Talvez esta seja, agora, a minha maneira preferida de me conectar à Mãe Natureza.
A experiência de voar de paraglider em São Vicente
Durante anos, eu passei pelo trecho da Av. Ayrton Senna da Silva, na orla de São Vicente, com os olhos voltados para o céu. Sempre em busca dos pontinhos coloridos que saltavam do Morro do Voturuá, também conhecido como Morro da Asa Delta, rumo ao nado e ao tudo. Minha curiosidade de menina queria saber: quem eram e por que voavam?
Peguei o teleférico com a missão de descobrir a paixão desses caras. E ainda, no caminho até o topo do morro, me vi apaixonada, mesmo que com as mãos suando frio.
Subir de teleférico e pular de paraglider
Os carrinhos do teleférico de São Vicente não param. Você fica em pé e é avisado na hora que deve sentar. E então ele sobe num ritmo que te permite tocar o topo das árvores com os pés, ouvir o som dos pássaros, observar borboletas e ouvir o trânsito da avenida que liga São Vicente e Santos.
Levam cerca de 15 minutos para chegar ao topo. O mesmo tempo que o voo de paraglider (ou parapente) costuma durar. Mas as duas experiências são totalmente diferentes.

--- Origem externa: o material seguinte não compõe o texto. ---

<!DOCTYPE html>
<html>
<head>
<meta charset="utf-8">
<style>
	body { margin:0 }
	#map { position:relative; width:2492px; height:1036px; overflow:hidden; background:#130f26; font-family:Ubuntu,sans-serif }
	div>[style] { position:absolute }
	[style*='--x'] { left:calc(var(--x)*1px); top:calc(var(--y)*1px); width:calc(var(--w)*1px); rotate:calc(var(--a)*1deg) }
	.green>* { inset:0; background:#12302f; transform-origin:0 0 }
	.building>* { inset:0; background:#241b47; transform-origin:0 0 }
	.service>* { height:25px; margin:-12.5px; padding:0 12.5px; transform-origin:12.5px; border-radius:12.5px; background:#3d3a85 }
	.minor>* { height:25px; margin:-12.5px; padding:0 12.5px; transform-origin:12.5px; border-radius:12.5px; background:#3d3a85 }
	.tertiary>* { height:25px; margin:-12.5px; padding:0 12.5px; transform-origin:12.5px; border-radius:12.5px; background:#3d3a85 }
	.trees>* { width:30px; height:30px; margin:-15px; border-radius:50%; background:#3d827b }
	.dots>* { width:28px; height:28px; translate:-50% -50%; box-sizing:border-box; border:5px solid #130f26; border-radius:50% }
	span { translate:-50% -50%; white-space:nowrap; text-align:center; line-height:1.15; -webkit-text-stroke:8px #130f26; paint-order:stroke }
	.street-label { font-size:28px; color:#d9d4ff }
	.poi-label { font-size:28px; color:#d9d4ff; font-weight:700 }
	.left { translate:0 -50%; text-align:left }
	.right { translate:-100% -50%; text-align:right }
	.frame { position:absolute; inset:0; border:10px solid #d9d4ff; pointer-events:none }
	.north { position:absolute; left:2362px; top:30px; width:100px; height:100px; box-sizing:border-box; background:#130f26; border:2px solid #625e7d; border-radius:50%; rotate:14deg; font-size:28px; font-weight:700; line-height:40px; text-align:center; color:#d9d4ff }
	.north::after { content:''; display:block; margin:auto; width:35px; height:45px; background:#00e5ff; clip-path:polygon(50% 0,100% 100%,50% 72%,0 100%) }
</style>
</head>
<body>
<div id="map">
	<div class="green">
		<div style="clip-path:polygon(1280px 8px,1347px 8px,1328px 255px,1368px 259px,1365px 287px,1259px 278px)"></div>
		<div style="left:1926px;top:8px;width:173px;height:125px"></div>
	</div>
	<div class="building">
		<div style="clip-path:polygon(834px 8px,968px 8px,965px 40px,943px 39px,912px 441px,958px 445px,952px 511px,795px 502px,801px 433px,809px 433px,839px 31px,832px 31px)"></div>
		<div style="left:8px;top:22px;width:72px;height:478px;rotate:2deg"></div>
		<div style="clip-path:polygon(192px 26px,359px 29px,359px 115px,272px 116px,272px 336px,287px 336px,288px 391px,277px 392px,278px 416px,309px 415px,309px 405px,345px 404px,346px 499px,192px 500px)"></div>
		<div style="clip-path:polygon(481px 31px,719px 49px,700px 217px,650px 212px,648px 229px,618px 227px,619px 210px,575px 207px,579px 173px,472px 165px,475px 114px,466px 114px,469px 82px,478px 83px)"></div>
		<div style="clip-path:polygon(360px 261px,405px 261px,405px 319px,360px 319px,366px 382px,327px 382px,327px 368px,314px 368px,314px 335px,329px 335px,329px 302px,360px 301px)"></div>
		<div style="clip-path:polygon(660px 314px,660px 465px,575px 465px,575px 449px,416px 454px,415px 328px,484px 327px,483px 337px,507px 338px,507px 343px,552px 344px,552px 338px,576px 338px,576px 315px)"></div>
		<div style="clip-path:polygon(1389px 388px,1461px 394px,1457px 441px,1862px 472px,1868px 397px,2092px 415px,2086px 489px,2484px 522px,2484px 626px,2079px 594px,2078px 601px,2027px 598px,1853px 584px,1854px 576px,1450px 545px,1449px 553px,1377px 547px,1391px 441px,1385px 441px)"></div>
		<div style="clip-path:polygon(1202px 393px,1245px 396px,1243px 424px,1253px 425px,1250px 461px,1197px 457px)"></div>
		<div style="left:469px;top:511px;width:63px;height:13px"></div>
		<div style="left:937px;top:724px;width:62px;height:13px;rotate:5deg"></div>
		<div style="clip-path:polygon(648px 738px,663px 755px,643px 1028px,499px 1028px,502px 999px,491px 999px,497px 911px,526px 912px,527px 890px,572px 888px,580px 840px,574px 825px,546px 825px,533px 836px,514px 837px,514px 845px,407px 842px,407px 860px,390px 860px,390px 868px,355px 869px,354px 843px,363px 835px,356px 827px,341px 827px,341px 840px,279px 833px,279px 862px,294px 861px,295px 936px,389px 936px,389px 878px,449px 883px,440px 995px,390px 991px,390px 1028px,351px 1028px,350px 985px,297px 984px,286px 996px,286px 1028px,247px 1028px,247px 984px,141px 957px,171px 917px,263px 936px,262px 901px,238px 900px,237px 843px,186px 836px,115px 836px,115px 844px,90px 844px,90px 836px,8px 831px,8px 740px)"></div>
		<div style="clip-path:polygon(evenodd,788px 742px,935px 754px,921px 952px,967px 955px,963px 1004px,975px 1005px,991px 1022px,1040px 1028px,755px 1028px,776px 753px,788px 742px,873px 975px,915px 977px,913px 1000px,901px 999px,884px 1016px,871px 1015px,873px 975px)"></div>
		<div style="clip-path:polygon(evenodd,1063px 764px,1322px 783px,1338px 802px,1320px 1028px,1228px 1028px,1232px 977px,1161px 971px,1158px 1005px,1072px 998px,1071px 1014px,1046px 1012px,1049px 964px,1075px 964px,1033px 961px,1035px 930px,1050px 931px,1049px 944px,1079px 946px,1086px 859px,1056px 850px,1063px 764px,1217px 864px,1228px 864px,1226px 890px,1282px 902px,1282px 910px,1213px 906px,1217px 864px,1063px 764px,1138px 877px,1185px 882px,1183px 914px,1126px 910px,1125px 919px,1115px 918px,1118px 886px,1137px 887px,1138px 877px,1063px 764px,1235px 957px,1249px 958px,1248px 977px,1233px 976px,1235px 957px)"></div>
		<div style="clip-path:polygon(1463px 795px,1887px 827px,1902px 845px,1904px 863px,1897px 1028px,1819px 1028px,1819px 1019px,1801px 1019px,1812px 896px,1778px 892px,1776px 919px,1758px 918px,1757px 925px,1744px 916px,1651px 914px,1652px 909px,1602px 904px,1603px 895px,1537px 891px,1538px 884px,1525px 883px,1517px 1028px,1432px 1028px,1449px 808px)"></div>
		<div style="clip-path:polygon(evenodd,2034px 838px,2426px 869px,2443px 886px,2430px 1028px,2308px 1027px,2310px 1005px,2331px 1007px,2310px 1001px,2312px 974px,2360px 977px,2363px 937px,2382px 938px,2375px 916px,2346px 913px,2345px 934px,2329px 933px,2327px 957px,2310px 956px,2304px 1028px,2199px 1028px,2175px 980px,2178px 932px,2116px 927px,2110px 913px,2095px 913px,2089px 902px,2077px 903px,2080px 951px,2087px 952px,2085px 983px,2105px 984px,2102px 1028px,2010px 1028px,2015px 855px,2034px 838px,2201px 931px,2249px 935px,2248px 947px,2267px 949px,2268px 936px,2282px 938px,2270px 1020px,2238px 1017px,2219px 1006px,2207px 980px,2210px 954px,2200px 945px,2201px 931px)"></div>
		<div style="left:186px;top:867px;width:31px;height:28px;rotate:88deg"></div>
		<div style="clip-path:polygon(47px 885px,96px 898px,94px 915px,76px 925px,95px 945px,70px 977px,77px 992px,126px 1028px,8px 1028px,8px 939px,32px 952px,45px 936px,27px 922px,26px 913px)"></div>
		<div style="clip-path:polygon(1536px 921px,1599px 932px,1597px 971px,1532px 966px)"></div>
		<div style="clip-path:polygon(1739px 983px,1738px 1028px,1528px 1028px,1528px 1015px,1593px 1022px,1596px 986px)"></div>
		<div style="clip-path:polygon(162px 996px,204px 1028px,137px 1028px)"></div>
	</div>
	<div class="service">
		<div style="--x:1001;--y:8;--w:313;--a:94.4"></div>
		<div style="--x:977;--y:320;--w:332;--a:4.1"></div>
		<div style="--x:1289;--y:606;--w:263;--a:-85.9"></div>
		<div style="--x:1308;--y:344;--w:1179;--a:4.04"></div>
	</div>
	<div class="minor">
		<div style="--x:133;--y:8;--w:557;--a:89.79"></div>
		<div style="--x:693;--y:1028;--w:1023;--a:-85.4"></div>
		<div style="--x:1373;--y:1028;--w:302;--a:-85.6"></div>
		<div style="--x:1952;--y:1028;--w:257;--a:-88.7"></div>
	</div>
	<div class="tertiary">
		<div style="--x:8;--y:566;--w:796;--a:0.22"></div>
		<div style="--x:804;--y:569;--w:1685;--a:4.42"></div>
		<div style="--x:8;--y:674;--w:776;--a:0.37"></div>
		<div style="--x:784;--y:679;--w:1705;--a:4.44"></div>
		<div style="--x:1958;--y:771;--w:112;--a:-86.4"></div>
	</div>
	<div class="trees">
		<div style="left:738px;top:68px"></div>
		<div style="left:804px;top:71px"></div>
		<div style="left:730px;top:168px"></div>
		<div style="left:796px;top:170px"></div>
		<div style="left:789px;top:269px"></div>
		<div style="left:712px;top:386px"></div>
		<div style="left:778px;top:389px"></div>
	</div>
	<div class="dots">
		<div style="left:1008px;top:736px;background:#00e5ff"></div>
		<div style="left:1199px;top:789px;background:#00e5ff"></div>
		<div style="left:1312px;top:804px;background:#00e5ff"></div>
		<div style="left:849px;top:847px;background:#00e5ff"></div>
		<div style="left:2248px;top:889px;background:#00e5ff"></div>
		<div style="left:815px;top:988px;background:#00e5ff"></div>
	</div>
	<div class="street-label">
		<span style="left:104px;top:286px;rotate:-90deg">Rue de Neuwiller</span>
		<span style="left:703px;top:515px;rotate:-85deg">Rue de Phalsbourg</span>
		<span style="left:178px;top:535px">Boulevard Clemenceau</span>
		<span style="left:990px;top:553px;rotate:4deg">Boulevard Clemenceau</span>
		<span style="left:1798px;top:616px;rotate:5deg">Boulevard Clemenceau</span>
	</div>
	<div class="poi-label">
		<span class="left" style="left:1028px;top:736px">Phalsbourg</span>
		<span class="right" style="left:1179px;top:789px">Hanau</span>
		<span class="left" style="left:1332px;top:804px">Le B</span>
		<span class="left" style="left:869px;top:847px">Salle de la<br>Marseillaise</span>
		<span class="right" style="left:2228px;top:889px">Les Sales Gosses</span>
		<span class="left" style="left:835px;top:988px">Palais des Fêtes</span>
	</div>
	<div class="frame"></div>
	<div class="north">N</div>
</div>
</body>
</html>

No teleférico, você está ligado ao chão por cabos, durante o voo a única conexão é com o ar. E, às vezes, parece que ele nem existe.

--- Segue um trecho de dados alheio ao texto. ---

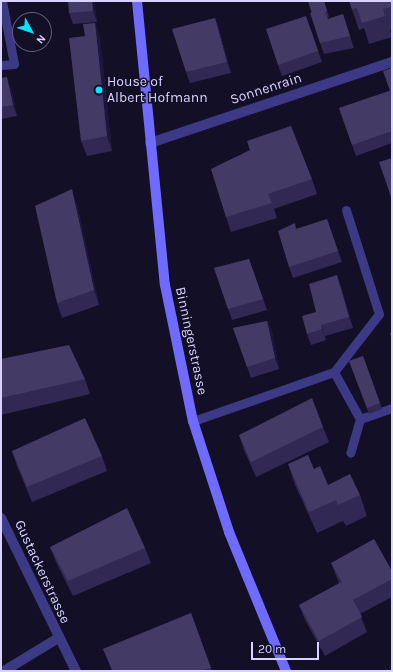 <!DOCTYPE html>
<style>
body{margin:0}
#map{position:relative;width:393px;height:672px;overflow:hidden;background:#130f26;font-family:Karla,sans-serif}
div>[style]{position:absolute}
[style*='--x']{left:calc(var(--x)*1px);top:calc(var(--y)*1px);width:calc(var(--w)*1px);rotate:calc(var(--a)*1deg)}
.lane>*{height:9px;margin:-4.5px;padding:0 4.5px;transform-origin:4.5px;border-radius:4.5px;background:#3d3a85}
.street>*{height:10px;margin:-5px;padding:0 5px;transform-origin:5px;border-radius:5px;background:#3d3a85}
.secondary>*{height:10px;margin:-5px;padding:0 5px;transform-origin:5px;border-radius:5px;background:#6f6bff}
.wall>*{inset:0;background:#312854}
.shaded-wall>*{inset:0;background:#1d163a}
.building>*{inset:0;background:#433a66}
.dots>*{width:11px;height:11px;translate:-50% -50%;box-sizing:border-box;border:2px solid #130f26;border-radius:50%}
span{translate:-50% -50%;white-space:nowrap;text-align:center;line-height:1.15;-webkit-text-stroke:3px #130f26;paint-order:stroke}
.poi-label{font-size:14px;color:#d9d4ff}
.left{translate:0 -50%;text-align:left}
.street-label{font-size:14px;color:#d9d4ff}
.frame{position:absolute;inset:0;border:2px solid #d9d4ff;pointer-events:none}
.north{position:absolute;left:12px;top:12px;width:40px;height:40px;box-sizing:border-box;background:#130f26;border:1px solid #625e7d;border-radius:50%;rotate:130deg;font-size:11px;font-weight:700;line-height:16px;text-align:center;color:#d9d4ff}
.north::after{content:'';display:block;margin:auto;width:14px;height:18px;background:#00e5ff;clip-path:polygon(50% 0,100% 100%,50% 72%,0 100%)}
.scale{position:absolute;left:251px;top:642px;width:68px;height:18px;box-sizing:border-box;border:2px solid #d9d4ff;border-top:0;padding-left:5px;font-size:12px;line-height:14px;white-space:nowrap;color:#d9d4ff;-webkit-text-stroke:3px #130f26;paint-order:stroke}
</style>
<div id="map">
<div class="lane">
<i style="--x:2;--y:1;--w:64;--a:79.2"></i>
<i style="--x:14;--y:64;--w:12;--a:175"></i>
<i style="--x:334;--y:372;--w:73;--a:-52.2"></i>
<i style="--x:379;--y:314;--w:109;--a:-107.6"></i>
<i style="--x:360;--y:419;--w:34;--a:-19"></i>
<i style="--x:193;--y:421;--w:149;--a:-19.2"></i>
<i style="--x:334;--y:372;--w:54;--a:61"></i>
<i style="--x:360;--y:419;--w:35;--a:106"></i>
</div>
<div class="street">
<i style="--x:150;--y:143;--w:255;--a:-18.5"></i>
<i style="--x:1;--y:518;--w:170;--a:63.9"></i>
<i style="--x:4;--y:671;--w:63;--a:-31.4"></i>
</div>
<div class="secondary">
<i style="--x:137;--y:1;--w:285;--a:84.4"></i>
<i style="--x:165;--y:285;--w:139;--a:78.4"></i>
<i style="--x:193;--y:421;--w:117;--a:72"></i>
<i style="--x:229;--y:532;--w:150;--a:67.7"></i>
</div>
<div class="wall">
<i style="clip-path:polygon(94px 1px,97px 22px,73px 24px,69px 13px)"></i>
<i style="clip-path:polygon(308px 1px,324px 1px,329px 17px,327px 18px,328px 19px,343px 14px,354px 48px,324px 54px,320px 43px)"></i>
<i style="clip-path:polygon(349px 1px,392px 1px,392px 29px,390px 30px,392px 37px,369px 44px,364px 28px,359px 30px)"></i>
<i style="clip-path:polygon(215px 18px,219px 29px,231px 73px,190px 83px,186px 72px)"></i>
<i style="clip-path:polygon(95px 23px,100px 38px,112px 151px,87px 156px,81px 141px,85px 36px)"></i>
<i style="clip-path:polygon(310px 27px,322px 62px,282px 76px,278px 65px)"></i>
<i style="clip-path:polygon(1px 37px,3px 47px,1px 48px)"></i>
<i style="clip-path:polygon(392px 68px,392px 143px,356px 156px,339px 108px,390px 91px)"></i>
<i style="clip-path:polygon(1px 78px,11px 88px,17px 116px,1px 119px)"></i>
<i style="clip-path:polygon(211px 169px,312px 179px,317px 194px,274px 209px,277px 218px,231px 232px,226px 217px)"></i>
<i style="clip-path:polygon(77px 204px,99px 305px,62px 318px,57px 303px)"></i>
<i style="clip-path:polygon(327px 219px,342px 262px,293px 278px,289px 267px,297px 229px)"></i>
<i style="clip-path:polygon(249px 259px,267px 310px,232px 320px,214px 268px)"></i>
<i style="clip-path:polygon(341px 286px,353px 328px,325px 336px,326px 340px,311px 345px,307px 334px,316px 312px)"></i>
<i style="clip-path:polygon(267px 321px,272px 332px,279px 369px,251px 378px,233px 328px)"></i>
<i style="clip-path:polygon(363px 356px,382px 409px,369px 414px,349px 361px)"></i>
<i style="clip-path:polygon(1px 359px,85px 379px,90px 394px,1px 415px)"></i>
<i style="clip-path:polygon(323px 427px,329px 442px,256px 477px,244px 450px,239px 435px)"></i>
<i style="clip-path:polygon(12px 451px,102px 456px,107px 471px,32px 502px,17px 466px)"></i>
<i style="clip-path:polygon(288px 464px,328px 485px,360px 495px,367px 516px,346px 526px,343px 521px,317px 533px,295px 485px)"></i>
<i style="clip-path:polygon(50px 547px,145px 548px,151px 563px,73px 596px,56px 562px)"></i>
<i style="clip-path:polygon(331px 563px,392px 571px,392px 597px,360px 614px,367px 632px,325px 656px,305px 620px,299px 605px,339px 583px)"></i>
<i style="clip-path:polygon(191px 613px,212px 671px,112px 671px,103px 649px)"></i>
</div>
<div class="shaded-wall">
<i style="clip-path:polygon(92px 1px,94px 1px,97px 22px,93px 11px)"></i>
<i style="clip-path:polygon(343px 14px,347px 25px,354px 48px,350px 36px)"></i>
<i style="clip-path:polygon(215px 18px,219px 29px,231px 73px,227px 62px)"></i>
<i style="clip-path:polygon(95px 23px,100px 38px,112px 151px,107px 136px)"></i>
<i style="clip-path:polygon(7px 77px,11px 88px,17px 116px,13px 105px)"></i>
<i style="clip-path:polygon(72px 189px,77px 204px,99px 305px,94px 290px)"></i>
<i style="clip-path:polygon(337px 275px,341px 286px,353px 328px,349px 317px)"></i>
<i style="clip-path:polygon(267px 321px,272px 332px,279px 369px,275px 358px)"></i>
<i style="clip-path:polygon(321px 325px,325px 336px,326px 340px,322px 329px)"></i>
</div>
<div class="building">
<i style="clip-path:polygon(68px 1px,92px 1px,93px 11px,69px 13px)"></i>
<i style="clip-path:polygon(308px 1px,324px 1px,327px 11px,325px 12px,324px 9px,312px 13px)"></i>
<i style="clip-path:polygon(349px 1px,392px 1px,392px 7px,383px 9px,385px 16px,362px 23px,357px 8px,352px 9px)"></i>
<i style="clip-path:polygon(324px 9px,328px 19px,343px 14px,350px 36px,320px 43px,310px 13px)"></i>
<i style="clip-path:polygon(306px 16px,318px 51px,278px 65px,266px 29px)"></i>
<i style="clip-path:polygon(215px 18px,227px 62px,186px 72px,172px 29px)"></i>
<i style="clip-path:polygon(95px 23px,107px 136px,81px 141px,69px 38px,85px 36px,83px 24px)"></i>
<i style="clip-path:polygon(392px 68px,392px 90px,390px 91px,383px 71px)"></i>
<i style="clip-path:polygon(7px 77px,13px 105px,1px 107px,1px 78px)"></i>
<i style="clip-path:polygon(392px 90px,392px 131px,352px 145px,339px 108px)"></i>
<i style="clip-path:polygon(291px 126px,312px 179px,268px 194px,272px 203px,226px 217px,211px 169px,250px 150px,247px 141px)"></i>
<i style="clip-path:polygon(392px 158px,392px 200px,379px 162px)"></i>
<i style="clip-path:polygon(72px 189px,94px 290px,57px 303px,35px 206px)"></i>
<i style="clip-path:polygon(327px 219px,338px 251px,289px 267px,278px 231px,295px 223px,296px 229px)"></i>
<i style="clip-path:polygon(249px 259px,263px 299px,228px 309px,214px 268px)"></i>
<i style="clip-path:polygon(337px 275px,349px 317px,321px 325px,322px 329px,307px 334px,302px 316px,316px 312px,309px 284px)"></i>
<i style="clip-path:polygon(267px 321px,275px 358px,247px 367px,233px 328px)"></i>
<i style="clip-path:polygon(392px 332px,392px 340px,390px 333px)"></i>
<i style="clip-path:polygon(69px 345px,85px 379px,1px 398px,1px 359px)"></i>
<i style="clip-path:polygon(363px 356px,380px 403px,367px 408px,349px 361px)"></i>
<i style="clip-path:polygon(312px 398px,323px 427px,251px 462px,239px 435px)"></i>
<i style="clip-path:polygon(85px 418px,102px 456px,27px 487px,12px 451px)"></i>
<i style="clip-path:polygon(308px 455px,314px 469px,320px 466px,328px 485px,350px 474px,360px 495px,338px 505px,336px 500px,309px 512px,288px 464px)"></i>
<i style="clip-path:polygon(127px 508px,145px 548px,68px 581px,50px 547px)"></i>
<i style="clip-path:polygon(374px 539px,392px 571px,392px 579px,353px 600px,362px 617px,319px 641px,299px 605px,342px 582px,331px 563px)"></i>
<i style="clip-path:polygon(191px 613px,211px 668px,202px 671px,113px 671px,103px 649px)"></i>
</div>
<div class="dots">
<i style="left:99px;top:90px;background:#00e5ff"></i>
</div>
<div class="poi-label">
<span class="left" style="left:107px;top:90px">House of<br>Albert Hofmann</span>
</div>
<div class="street-label">
<span style="left:266px;top:89px;rotate:-18deg">Sonnenrain</span>
<span style="left:191px;top:341px;rotate:78deg">Binningerstrasse</span>
<span style="left:42px;top:572px;rotate:65deg">Gustackerstrasse</span>
</div>
<div class="frame"></div>
<div class="north">N</div>
<div class="scale">20 m</div>
</div>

“Eu sempre digo que para quem acredita em algo superior – seja Deus, a mãe natureza ou o que for – cada voo é como uma oração. O momento de se conectar e ser grato”, comenta Eládio Nascimento, mais conhecido como vovô do paraglider.
Com ele, eu vivi a experiência de voar sobre São Vicente e observar uma das vistas mais bonitas da Baixada Santista. Lá de cima, com os pés flutuando e o carinho do vento, o mar é mais azul e o verde, mais intenso. Os assobios do instrutor de voo lembram que estamos voando feito pássaros, e também que não temos asas. Uma sensação que permeia entre o medo e o encantamento em questão de segundos.
Nascido para voar
Há quem imagine que depois de correr e saltar, o paraglider se move em um ritmo acelerado. Mas, na verdade, o equipamento se move delicadamente, quase como numa dança. Os carros passam rápido lá embaixo, mas a sensação é que, no ar, o ritmo soa diferente.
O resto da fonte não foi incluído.